--- EXTRACTED INFORMATION Enclosed Below ---
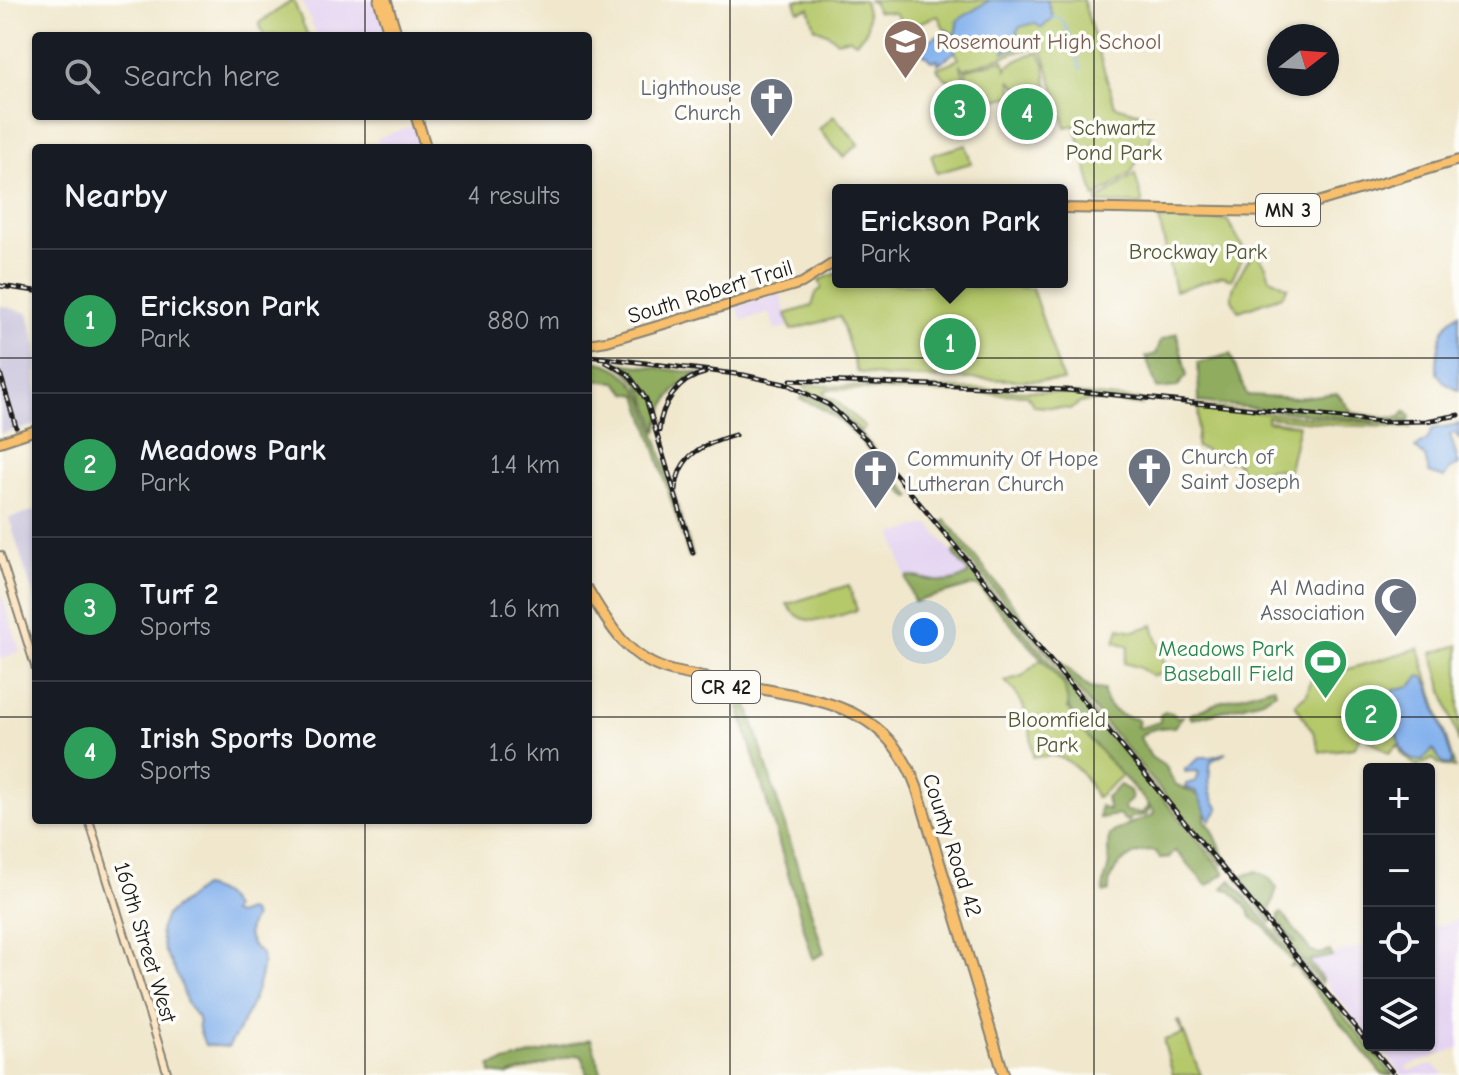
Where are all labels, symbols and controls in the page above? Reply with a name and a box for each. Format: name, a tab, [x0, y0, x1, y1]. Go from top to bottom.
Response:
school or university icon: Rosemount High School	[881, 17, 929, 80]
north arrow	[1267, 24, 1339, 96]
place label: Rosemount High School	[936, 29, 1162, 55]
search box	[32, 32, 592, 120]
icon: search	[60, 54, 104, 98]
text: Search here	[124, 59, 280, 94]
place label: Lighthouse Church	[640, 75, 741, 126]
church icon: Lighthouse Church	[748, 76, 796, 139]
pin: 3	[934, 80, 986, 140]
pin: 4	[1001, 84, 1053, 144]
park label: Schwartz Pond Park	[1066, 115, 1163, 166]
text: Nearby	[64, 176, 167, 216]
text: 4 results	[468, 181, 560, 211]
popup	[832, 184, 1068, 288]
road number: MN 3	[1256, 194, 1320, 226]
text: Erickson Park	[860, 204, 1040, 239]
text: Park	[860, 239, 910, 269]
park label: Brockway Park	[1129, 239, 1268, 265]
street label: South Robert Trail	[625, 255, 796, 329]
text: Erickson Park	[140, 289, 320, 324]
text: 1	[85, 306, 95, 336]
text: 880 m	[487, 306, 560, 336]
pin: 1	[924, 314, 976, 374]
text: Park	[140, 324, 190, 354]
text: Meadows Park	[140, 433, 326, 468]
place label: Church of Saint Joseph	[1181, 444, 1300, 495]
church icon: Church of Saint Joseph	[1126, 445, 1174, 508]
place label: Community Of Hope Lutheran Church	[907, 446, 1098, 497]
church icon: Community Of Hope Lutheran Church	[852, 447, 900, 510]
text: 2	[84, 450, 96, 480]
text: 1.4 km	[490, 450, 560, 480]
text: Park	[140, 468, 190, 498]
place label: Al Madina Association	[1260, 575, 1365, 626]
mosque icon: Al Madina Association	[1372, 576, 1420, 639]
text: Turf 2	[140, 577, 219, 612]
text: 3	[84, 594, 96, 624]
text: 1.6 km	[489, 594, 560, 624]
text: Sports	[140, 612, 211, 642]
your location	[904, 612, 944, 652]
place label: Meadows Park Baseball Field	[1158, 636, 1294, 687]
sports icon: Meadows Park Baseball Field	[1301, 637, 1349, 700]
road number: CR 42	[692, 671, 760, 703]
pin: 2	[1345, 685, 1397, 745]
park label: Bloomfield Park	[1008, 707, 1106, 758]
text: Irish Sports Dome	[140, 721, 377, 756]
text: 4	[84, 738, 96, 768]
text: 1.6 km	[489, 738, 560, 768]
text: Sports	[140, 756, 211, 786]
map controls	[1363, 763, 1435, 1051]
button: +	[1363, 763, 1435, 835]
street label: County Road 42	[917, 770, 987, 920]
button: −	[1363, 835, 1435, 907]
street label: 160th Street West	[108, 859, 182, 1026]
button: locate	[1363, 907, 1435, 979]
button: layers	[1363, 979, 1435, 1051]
--- End of Enclosed EXTRACTED INFORMATION ---
--- EXTRACTED INFORMATION Enclosed Below ---
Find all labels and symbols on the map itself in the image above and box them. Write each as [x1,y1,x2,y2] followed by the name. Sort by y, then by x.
--- End of Enclosed EXTRACTED INFORMATION ---
TASK GOAL: Report back every line of the entries in which "above" occurs.

SOLVED EXERCISE:
Where are all labels, symbols and controls in the page above? Reply with a name and a box for each. Format: name, a tab, [x0, y0, x1, y1]. Go from top to bottom.
Find all labels and symbols on the map itself in the image above and box them. Write each as [x1,y1,x2,y2] followed by the name. Sort by y, then by x.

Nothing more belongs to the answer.